I am afraid to tell you who I really am

There is a fear in me. I am grabbing the old journals off the shelf. I have kept them in a box. After hearing the results of my assessment for Asperger's I crawled under the stairs and dragged them out. It is painful to me to remember the rawness of my pain as a young mother married to a very young man who eventually betrayed my trust; destroyed who I thought I had become. My Asperger's made me very vulnerable.

I had drifted through school, looking at my feet in the hallways, doing my work in class, finding it quite boring. Most of my friends lived in different cities and never knew the same "Sue"that people in my hometown knew. They only knew the "Roller Skater" or the "Skipper of Ski Lessons" or the "Concordia College French Camper" or the "AAer" (You can't throw a stick at someone aged 43-49 in Minneapolis without hitting someone who has been through drug treatment as a teen) . They didn't know the shameful Sue that went to school at South St. Paul, a meat packing town.

I graduated early to escape the terror of high school. I didn't eat for a whole quarter at the U of W, River Falls because I was too afraid of the cafeteria. The Resident Assistant knocked on my door the during orientation week. "We are having a party in the common room tonight!" she said cheerfully, "You cannot come because you are only 16 and we will be serving beer, sorry!"

A young man in my math class showed me some kindness, he eventually seduced me. I got pregnant. When I told him, he said he had never left his girlfriend, I was on my own. I knew and actually hung out with his girlfriend. When she found out, she beat me. She broke my glasses and I curled up in a ball on the floor as she kicked me. I lost the baby. Not because of the assault, I guess it is kinda normal for women to miscarry their first child.

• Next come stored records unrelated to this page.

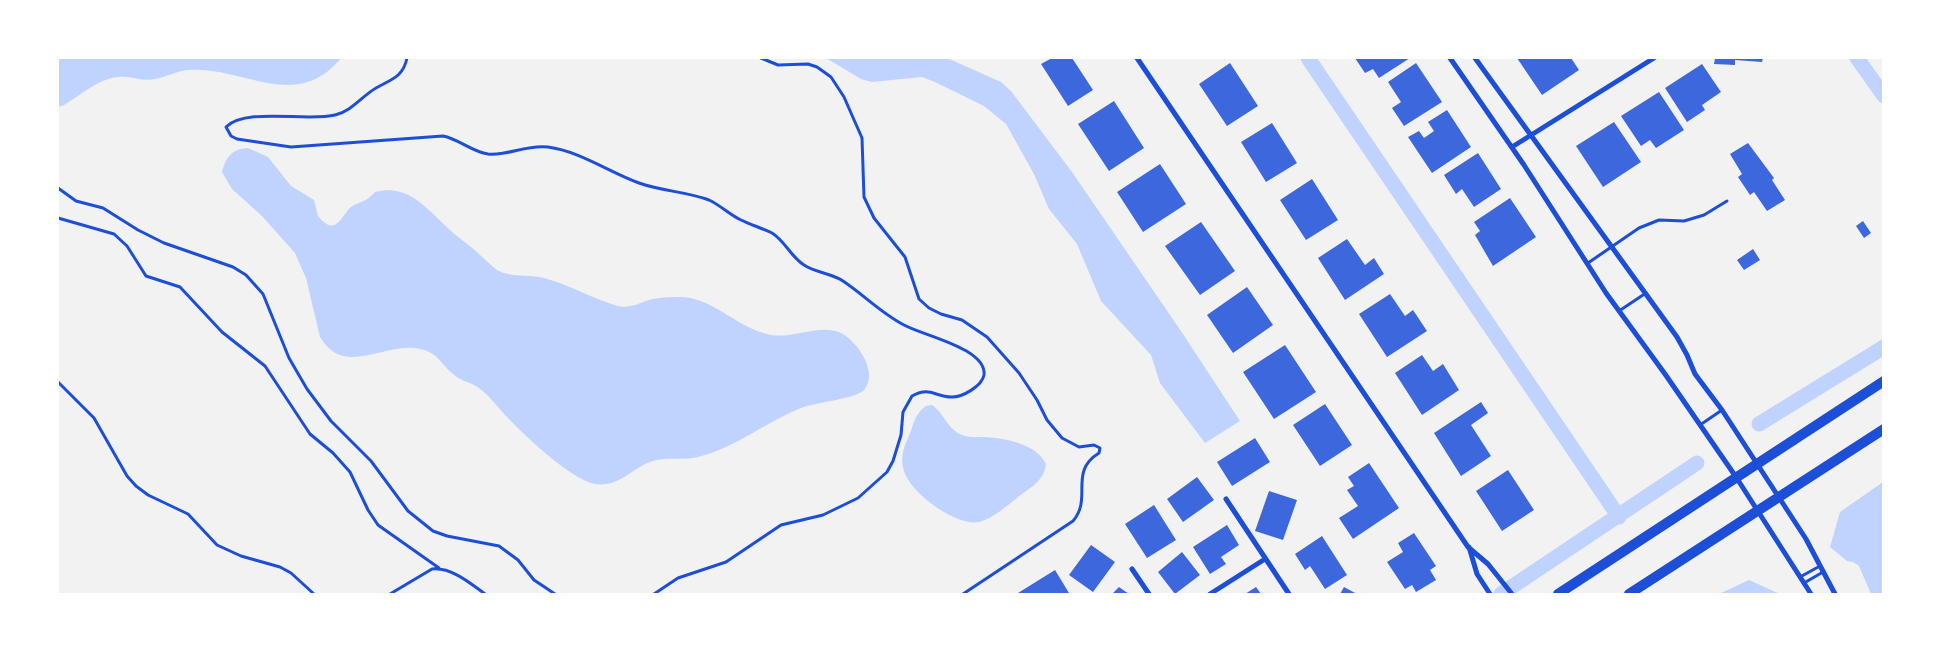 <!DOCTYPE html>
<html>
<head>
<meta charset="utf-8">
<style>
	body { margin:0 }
	#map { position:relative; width:1941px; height:652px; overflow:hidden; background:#f2f2f2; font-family:"Open Sans",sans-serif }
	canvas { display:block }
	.frame { position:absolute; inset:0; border:59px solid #fff; pointer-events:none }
</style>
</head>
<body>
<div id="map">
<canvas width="1941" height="652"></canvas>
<div class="frame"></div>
</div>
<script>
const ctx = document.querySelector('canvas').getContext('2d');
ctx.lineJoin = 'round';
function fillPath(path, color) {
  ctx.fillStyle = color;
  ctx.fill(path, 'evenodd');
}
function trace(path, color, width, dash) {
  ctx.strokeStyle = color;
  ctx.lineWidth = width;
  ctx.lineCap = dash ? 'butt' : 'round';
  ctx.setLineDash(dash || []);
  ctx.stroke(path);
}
const water = new Path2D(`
	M58 58H341C296 113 244 66 188 70 177 71 166 77 155 79 142 82 130 75 118 77 98 79 81 95 64 105L58 107Z
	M826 58H947L1001 82 1011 91 1072 172 1183 334 1240 421 1205 443 1160 383 1151 355 1101 301 1077 244 1049 209 1034 174 1006 124 984 106 935 82 922 77 872 82 861 79Z
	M248 148 268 157 291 186 314 200 318 216C336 239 342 214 351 207 360 201 365 203 375 192 409 183 428 210 451 231 460 239 470 245 479 254 485 259 490 265 497 270 511 278 529 274 544 278 570 285 593 299 618 306 630 309 641 302 653 299 663 297 673 297 683 297 716 300 739 329 771 335 794 339 822 322 843 334 858 343 879 373 864 390 856 399 816 402 801 408 766 422 735 448 698 457 682 461 665 456 650 462 631 469 618 488 595 484 572 480 525 436 509 419 499 409 490 396 479 388 471 382 460 381 453 374 445 368 440 358 431 353 393 332 347 383 320 337L306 278 295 253 262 216 232 189 222 172C226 157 232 149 248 148Z
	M932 405C944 413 948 430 962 435 969 438 977 437 985 437 1005 438 1037 444 1046 464 1044 481 1031 487 1018 497 1007 506 993 518 979 522 957 527 910 493 904 471 899 456 905 445 911 431 914 421 917 412 926 406Z
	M1883 482V594H1871L1859 566 1853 562 1847 561 1830 547 1840 512Z
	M1749 580 1780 594H1719Z`);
const canal = new Path2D(`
	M1308 58 1619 517
	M1857 58 1884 96
	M1759 424 1884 347
	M1501 594 1697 463`);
const building = new Path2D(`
	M1052 58H1072L1093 90 1068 106 1041 64Z
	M1355 58H1410L1379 78 1373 69 1365 73Z
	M1517 58H1571L1579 70 1542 95Z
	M1715 58H1763L1762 62 1735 60V65L1714 64Z
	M1230 63 1258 106 1227 126 1199 84Z
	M1416 63 1442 102 1404 126 1392 108 1401 102 1388 82Z
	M1702 64 1721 92 1702 105 1705 110 1687 122 1665 88Z
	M1659 92 1684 130 1656 148 1650 140 1641 146 1621 116Z
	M1114 101 1144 148 1109 171 1078 124Z
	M1447 110 1471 147 1432 173 1408 137 1419 131 1424 138 1434 131 1428 122Z
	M1614 122 1641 162 1603 187 1576 146Z
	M1272 123 1297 163 1266 182 1241 142Z
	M1748 143 1774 178 1772 180 1785 200 1767 211 1754 192 1750 195 1738 177 1742 174 1730 154Z
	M1478 153 1501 189 1474 207 1462 189 1456 194 1444 175Z
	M1160 164 1186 204 1143 232 1117 192Z
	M1312 179 1338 220 1306 240 1280 200Z
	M1510 198 1536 237 1493 266 1475 235 1480 231 1474 222Z
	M1863 221 1871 233 1864 238 1856 226Z
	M1201 222 1235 271 1200 295 1165 246Z
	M1347 239 1365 265 1374 258 1384 274 1345 300 1318 258Z
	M1753 249 1760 260 1744 270 1737 260Z
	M1247 287 1273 325 1233 353 1207 315Z
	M1390 294 1405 316 1413 310 1427 331 1387 357 1359 314Z
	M1285 345 1316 392 1274 419 1243 372Z
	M1422 355 1433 371 1443 364 1459 390 1422 415 1395 373Z
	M1481 402 1488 413 1471 425 1491 456 1461 476 1434 433Z
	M1325 404 1352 445 1320 466 1293 425Z
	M1255 438 1270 462 1232 486 1217 462Z
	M1369 463 1399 508 1353 539 1339 518 1358 506 1347 490 1354 486 1348 477Z
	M1508 470 1534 510 1502 531 1476 491Z
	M1197 477 1214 500 1183 522 1167 499Z
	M1269 491 1297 500 1283 540 1255 531Z
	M1154 505 1176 540 1147 558 1125 524Z
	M1227 525 1239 545 1221 557 1226 564 1210 574 1193 547Z
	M1414 533 1436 566 1430 570 1436 580 1416 592 1412 585 1405 589 1387 562 1403 552 1398 543Z
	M1322 536 1347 575 1325 589 1310 566 1305 570 1295 554Z
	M1091 545 1115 562 1093 592 1069 575Z
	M1182 552 1200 575 1175 594 1158 572Z
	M1055 570 1069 593 1019 594 1018 593Z
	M1119 587 1129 594H1112Z
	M1256 587 1261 594H1245Z
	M1344 587 1357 594H1340Z`);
const service = new Path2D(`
	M407 58C403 77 392 79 376 88 362 96 352 111 335 115 307 122 246 107 226 127L231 136 237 139 291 147 443 136C459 139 472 152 488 154 508 156 527 144 548 147 579 151 609 172 639 183 661 191 689 192 709 200 720 205 730 215 741 220 751 225 762 228 772 233 785 241 791 257 804 265 816 273 831 273 843 281 864 295 881 313 904 325 921 335 987 348 984 375 982 386 963 397 952 397 934 397 931 386 912 396L903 412 901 435 893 461 887 472 858 498 823 515 781 525 726 562 678 578 654 594
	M761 58 778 65 808 64 817 67 831 77 844 97 862 138 864 197 874 218 905 257 919 299 929 308 941 314 962 320 987 337 1019 373 1037 400 1047 420 1062 438 1079 447 1094 445 1100 448 1099 453C1068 472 1093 498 1073 521L963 594
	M58 188 76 201 103 208 138 230 164 243 233 267 246 275 263 294 289 358 307 389 331 421 371 461 408 511 433 531 447 536 499 546 518 560 534 580 555 594
	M58 218 114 234 127 246 146 276 180 287 222 332 265 366 310 434 333 453 350 472 368 510 378 525 439 568
	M1588 263 1639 228 1659 220 1684 221 1704 215 1727 201
	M1619 311 1646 293
	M58 382 94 418 127 476 136 486 148 495 188 514 217 545 241 556 280 567 291 573 314 594
	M1700 425 1722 410
	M1800 577 1820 566
	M1804 583 1823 572
	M390 594 432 569C451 567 470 583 485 594`);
const minor = new Path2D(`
	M1137 58 1468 547 1488 564 1512 594
	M1450 58 1524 165 1606 293 1665 374 1736 477 1811 594
	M1475 58 1677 337 1687 355 1695 374 1722 410 1806 539 1835 594
	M1512 147 1654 58
	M1226 499 1289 594
	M1469 547 1477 574 1490 594
	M1132 569 1149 594
	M1210 594 1265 559`);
const primary = new Path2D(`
	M1558 594 1884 381
	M1629 594 1884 429`);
fillPath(water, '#bfd3fe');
trace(canal, '#bfd3fe', 15);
fillPath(building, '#3d67dc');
trace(service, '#1d4ed8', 3);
trace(minor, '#1d4ed8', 5);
trace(primary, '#1d4ed8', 10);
</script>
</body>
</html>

I met my first husband, Cris, at a party in Stillwater. Most of my diaries are about him. He was a high school junior; I, a college freshman. An ex-girlfriend had invited him to the party. We were acquainted. She knew "AA Sue"; the "AA Sue" that slept with every boy in our group. She saw me. Later I learned that she took him aside and told him to stay away from me. Of course, that had the exact opposite affect.

On winter break at home, I told a psychiatrist I had been lying to for 2 years the truth. He listened quietly as I revealed myself. He was bouncing his Birkenstock clog on his left foot. When I was done, and asked for help for the first time. He announced, "I never promised you confidentiality" and called my parents into the room. He listed the embarrassing truths I had revealed. Ordered them to bring me home and kick me out.

I gathered my things in a pillow case. My friend across the street gave me five dollars. I took a bus to Stillwater, then Bayport. I knocked on Cris's door.

I have lived my life deeply ashamed of my over sexualized adolescence. I believed as a young teenager that if a boy had sex with you that they must like you, even if there were four boys waiting for their chance in the next room. Marrying young made me feel that I had a found that one that "loved" me. Although marrying young is almost a recipe for divorce, as an Aspergian, I would have followed him to the end of the world. He had other plans.

1 comment:

  1. How do you comment on something that is so raw, so immediate. To reach out and find yourself caught up in a man's ego - the young men, the psychiatrist, Cris... always, caught up. It makes me feel as though I were bleeding with you. Even non Aspies can relate, have been there in some way, with you. You are not alone and never have been but could not ever have had any way to know that.